INTERVENTION AU SOMMET DE LA CSCE*

Paris
Lundi 19 novembre 1990

 

Bien volontiers, je m’associe aux orateurs qui m’ont précédé pour exprimer aux Autorités de la France la vive gratitude de la Délégation du Saint-Siège pour l’accueil si cordial qui nous est réservé dans la capitale d’un pays que sa longue histoire a placé souvent au carrefour de la solidarité et de la coopération entre les peuples.

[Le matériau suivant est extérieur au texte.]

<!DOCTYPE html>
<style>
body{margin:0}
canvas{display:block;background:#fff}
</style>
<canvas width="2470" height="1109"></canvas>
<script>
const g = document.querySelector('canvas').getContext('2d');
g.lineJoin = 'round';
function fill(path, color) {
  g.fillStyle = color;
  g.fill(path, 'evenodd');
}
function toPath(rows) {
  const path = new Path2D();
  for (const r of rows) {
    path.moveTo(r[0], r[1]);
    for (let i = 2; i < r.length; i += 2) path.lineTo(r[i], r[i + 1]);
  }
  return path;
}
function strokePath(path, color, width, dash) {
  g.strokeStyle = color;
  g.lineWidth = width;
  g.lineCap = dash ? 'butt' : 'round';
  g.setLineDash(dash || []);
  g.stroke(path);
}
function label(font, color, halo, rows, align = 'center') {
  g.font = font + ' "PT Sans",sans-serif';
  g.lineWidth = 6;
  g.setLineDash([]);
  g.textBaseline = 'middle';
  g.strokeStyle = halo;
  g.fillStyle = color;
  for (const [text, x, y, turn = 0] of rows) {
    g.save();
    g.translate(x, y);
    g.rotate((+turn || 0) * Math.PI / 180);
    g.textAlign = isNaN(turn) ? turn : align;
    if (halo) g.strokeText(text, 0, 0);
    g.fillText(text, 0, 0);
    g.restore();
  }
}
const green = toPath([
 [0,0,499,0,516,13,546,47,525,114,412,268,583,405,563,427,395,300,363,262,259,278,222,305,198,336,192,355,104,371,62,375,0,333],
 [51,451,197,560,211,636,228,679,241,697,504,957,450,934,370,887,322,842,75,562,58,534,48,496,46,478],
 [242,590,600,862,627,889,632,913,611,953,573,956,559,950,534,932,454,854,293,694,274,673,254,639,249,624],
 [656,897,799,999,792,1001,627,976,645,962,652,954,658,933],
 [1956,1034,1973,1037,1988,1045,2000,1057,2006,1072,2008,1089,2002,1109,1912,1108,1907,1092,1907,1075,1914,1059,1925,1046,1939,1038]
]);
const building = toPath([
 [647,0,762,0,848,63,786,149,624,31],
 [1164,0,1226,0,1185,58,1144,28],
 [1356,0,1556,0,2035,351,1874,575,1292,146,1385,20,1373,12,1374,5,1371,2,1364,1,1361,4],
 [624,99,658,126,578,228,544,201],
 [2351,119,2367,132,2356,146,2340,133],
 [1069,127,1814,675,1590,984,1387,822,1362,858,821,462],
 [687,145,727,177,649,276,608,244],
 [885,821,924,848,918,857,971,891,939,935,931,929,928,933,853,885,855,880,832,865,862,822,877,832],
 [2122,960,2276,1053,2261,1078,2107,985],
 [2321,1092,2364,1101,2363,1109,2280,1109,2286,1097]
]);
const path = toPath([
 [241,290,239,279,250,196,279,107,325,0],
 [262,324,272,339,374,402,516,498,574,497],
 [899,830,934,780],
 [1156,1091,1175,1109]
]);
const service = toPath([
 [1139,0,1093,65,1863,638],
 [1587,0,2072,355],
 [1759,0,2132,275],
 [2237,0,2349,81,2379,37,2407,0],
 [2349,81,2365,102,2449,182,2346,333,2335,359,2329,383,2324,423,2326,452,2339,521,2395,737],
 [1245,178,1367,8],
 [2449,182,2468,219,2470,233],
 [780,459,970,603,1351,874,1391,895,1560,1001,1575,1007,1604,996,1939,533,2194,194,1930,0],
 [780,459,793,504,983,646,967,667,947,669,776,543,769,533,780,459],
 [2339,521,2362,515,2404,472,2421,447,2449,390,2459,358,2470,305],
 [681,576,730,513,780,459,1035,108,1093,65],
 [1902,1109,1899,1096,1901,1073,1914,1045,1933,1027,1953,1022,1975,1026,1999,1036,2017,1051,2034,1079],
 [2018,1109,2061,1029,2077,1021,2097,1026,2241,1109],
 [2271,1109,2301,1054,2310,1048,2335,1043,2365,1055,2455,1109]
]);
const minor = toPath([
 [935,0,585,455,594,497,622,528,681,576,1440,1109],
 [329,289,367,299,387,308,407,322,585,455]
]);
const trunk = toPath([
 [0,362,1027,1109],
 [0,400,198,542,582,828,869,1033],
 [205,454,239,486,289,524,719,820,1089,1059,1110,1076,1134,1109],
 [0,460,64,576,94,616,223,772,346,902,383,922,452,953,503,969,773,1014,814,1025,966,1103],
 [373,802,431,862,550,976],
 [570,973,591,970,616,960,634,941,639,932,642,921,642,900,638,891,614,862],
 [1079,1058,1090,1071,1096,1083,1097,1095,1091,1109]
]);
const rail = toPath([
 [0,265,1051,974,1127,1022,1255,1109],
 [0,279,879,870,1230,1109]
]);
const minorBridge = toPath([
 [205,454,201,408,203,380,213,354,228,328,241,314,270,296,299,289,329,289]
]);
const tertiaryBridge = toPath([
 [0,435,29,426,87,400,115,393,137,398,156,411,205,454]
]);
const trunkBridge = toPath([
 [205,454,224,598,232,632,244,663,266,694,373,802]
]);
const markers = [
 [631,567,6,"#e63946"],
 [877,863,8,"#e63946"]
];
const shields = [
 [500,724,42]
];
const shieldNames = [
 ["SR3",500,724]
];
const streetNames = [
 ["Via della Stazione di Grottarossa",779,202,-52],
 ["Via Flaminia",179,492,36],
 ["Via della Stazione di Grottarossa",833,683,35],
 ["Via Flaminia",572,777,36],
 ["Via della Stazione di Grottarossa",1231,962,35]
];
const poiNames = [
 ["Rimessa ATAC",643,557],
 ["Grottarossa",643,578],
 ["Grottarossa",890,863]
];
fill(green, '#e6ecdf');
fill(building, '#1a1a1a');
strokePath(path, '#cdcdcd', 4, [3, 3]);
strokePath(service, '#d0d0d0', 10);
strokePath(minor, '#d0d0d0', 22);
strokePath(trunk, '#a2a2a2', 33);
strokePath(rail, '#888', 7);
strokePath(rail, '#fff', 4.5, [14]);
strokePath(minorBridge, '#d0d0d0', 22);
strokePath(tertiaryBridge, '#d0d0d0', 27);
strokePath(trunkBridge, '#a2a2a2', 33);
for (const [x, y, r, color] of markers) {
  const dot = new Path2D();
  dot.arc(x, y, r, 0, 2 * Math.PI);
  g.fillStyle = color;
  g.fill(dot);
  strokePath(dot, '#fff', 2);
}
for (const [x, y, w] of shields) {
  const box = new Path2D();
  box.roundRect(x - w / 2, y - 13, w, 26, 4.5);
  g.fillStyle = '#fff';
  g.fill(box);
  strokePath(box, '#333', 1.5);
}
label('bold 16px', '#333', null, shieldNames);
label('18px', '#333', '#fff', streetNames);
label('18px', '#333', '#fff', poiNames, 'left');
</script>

Notre reconnaissance s’adresse aussi à l’ambassadeur Pierre Dessaux et à l’équipe du Secrétariat exécutif qui ont tout mis en œuvre pour que notre rencontre fasse de Paris, pour quelques jours, la capitale de l’Europe nouvelle !

1. Il est des moments dans l’histoire de l’humanité où celle-ci se trouve à la croisée des chemins. Il peut apparaître banal d’observer que nous vivons un de ces moments, historique pour l’humanité toute entière, et non seulement pour l’Europe, réunie ici dans la personne des plus hauts représentants des États qui la composent. Avec eux, ceux des Etats-Unis et du Canada qui ont partagé intimement l’histoire de ce «vieux continent» durant les dernières décennies et qui continuent à former avec lui une communauté singulière d’intérêts politiques et d’idéaux, de responsabilité et de destin.

La division de l’Europe, en effet, a signifié jusqu’à peu de temps encore la division du monde en deux blocs opposés. La disparition de cette fracture au plan du vieux continent, dont la chute du mur de Berlin en novembre 1989 a été le symbole, ouvre le cœur à l’espérance de voir aussi se cicatriser les lacérations idéologiques du monde, qui persistent encore.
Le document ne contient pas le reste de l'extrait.